_Supplied information_
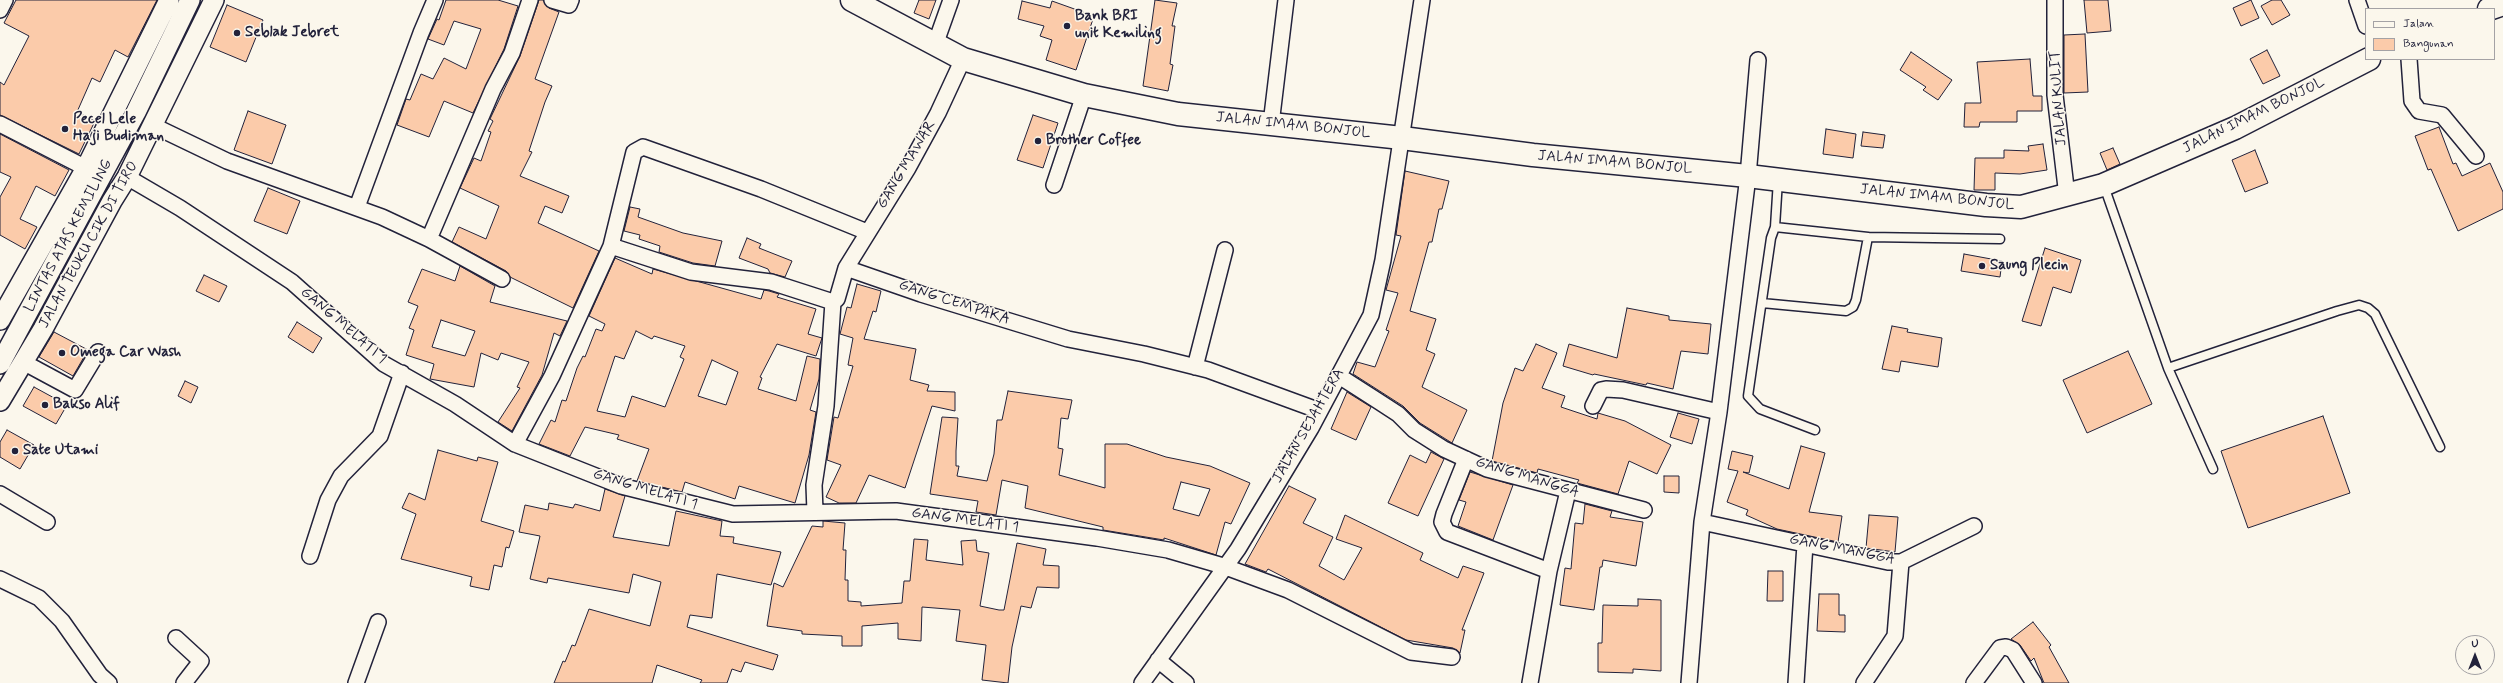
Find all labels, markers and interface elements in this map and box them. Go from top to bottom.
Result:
place label: Bank BRI unit Kemiling [1075,8,1162,43]
legend [2365,8,2495,60]
text: Jalan [2403,16,2434,32]
marker: Bank BRI unit Kemiling [1062,21,1072,31]
place label: Seblak Jebret [245,24,339,42]
marker: Seblak Jebret [232,28,242,38]
text: Bangunan [2403,36,2454,52]
street label: JALAN KULIT [2047,49,2071,147]
street label: JALAN IMAM BONJOL [2180,74,2328,158]
street label: JALAN IMAM BONJOL [1215,109,1371,143]
place label: Pecel Lele Haji Budiman [73,111,164,146]
street label: GANG MAWAR [874,118,940,212]
marker: Pecel Lele Haji Budiman [60,124,70,134]
place label: Brother Coffee [1046,132,1141,150]
marker: Brother Coffee [1033,136,1043,146]
street label: JALAN IMAM BONJOL [1537,147,1693,179]
street label: LINTAS ATAS KEMILING [21,157,117,315]
street label: JALAN TEUKU CIK DI TIRO [35,158,143,332]
street label: JALAN IMAM BONJOL [1859,181,2015,215]
place label: Saung Plecin [1990,257,2068,275]
marker: Saung Plecin [1977,261,1987,271]
street label: GANG CEMPAKA [896,277,1012,329]
street label: GANG MELATI 1 [296,284,390,368]
place label: Omega Car Wash [70,344,181,362]
marker: Omega Car Wash [57,348,67,358]
street label: JALAN SEJAHTERA [1269,366,1349,486]
place label: Bakso Alif [53,396,120,414]
marker: Bakso Alif [40,400,50,410]
place label: Sate Utami [23,442,98,460]
marker: Sate Utami [10,446,20,456]
street label: GANG MANGGA [1473,454,1581,502]
street label: GANG MELATI 1 [591,466,699,514]
street label: GANG MELATI 1 [910,505,1020,537]
street label: GANG MANGGA [1788,531,1896,569]
north arrow [2455,635,2495,675]
text: U [2471,637,2479,651]

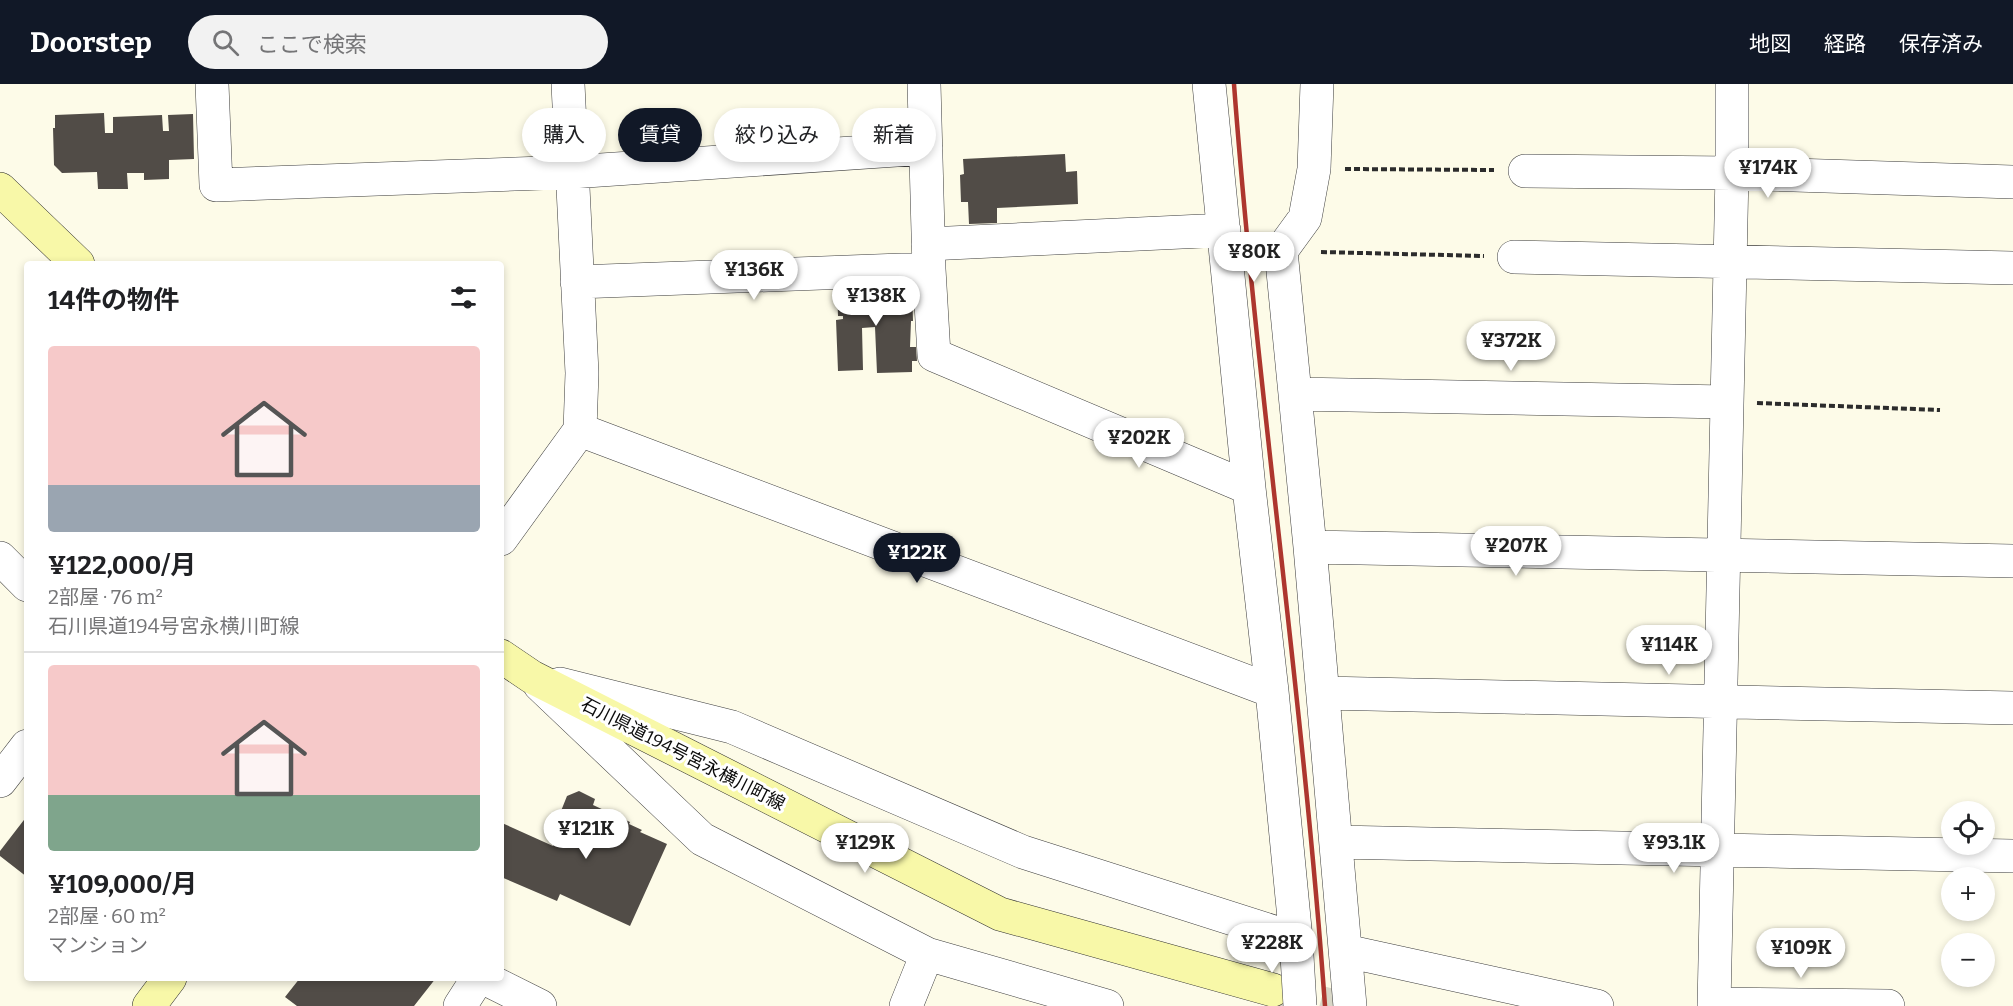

_Work instruction_
Where the data includes pictures, leave them out and write out everything else exactly.

_Task solution_
Find all labels, markers and interface elements in this map and box them. Go from top to bottom.
Result:
place label: Bank BRI unit Kemiling [1075,8,1162,43]
legend [2365,8,2495,60]
text: Jalan [2403,16,2434,32]
marker: Bank BRI unit Kemiling [1062,21,1072,31]
place label: Seblak Jebret [245,24,339,42]
marker: Seblak Jebret [232,28,242,38]
text: Bangunan [2403,36,2454,52]
street label: JALAN KULIT [2047,49,2071,147]
street label: JALAN IMAM BONJOL [2180,74,2328,158]
street label: JALAN IMAM BONJOL [1215,109,1371,143]
place label: Pecel Lele Haji Budiman [73,111,164,146]
street label: GANG MAWAR [874,118,940,212]
marker: Pecel Lele Haji Budiman [60,124,70,134]
place label: Brother Coffee [1046,132,1141,150]
marker: Brother Coffee [1033,136,1043,146]
street label: JALAN IMAM BONJOL [1537,147,1693,179]
street label: LINTAS ATAS KEMILING [21,157,117,315]
street label: JALAN TEUKU CIK DI TIRO [35,158,143,332]
street label: JALAN IMAM BONJOL [1859,181,2015,215]
place label: Saung Plecin [1990,257,2068,275]
marker: Saung Plecin [1977,261,1987,271]
street label: GANG CEMPAKA [896,277,1012,329]
street label: GANG MELATI 1 [296,284,390,368]
place label: Omega Car Wash [70,344,181,362]
marker: Omega Car Wash [57,348,67,358]
street label: JALAN SEJAHTERA [1269,366,1349,486]
place label: Bakso Alif [53,396,120,414]
marker: Bakso Alif [40,400,50,410]
place label: Sate Utami [23,442,98,460]
marker: Sate Utami [10,446,20,456]
street label: GANG MANGGA [1473,454,1581,502]
street label: GANG MELATI 1 [591,466,699,514]
street label: GANG MELATI 1 [910,505,1020,537]
street label: GANG MANGGA [1788,531,1896,569]
north arrow [2455,635,2495,675]
text: U [2471,637,2479,651]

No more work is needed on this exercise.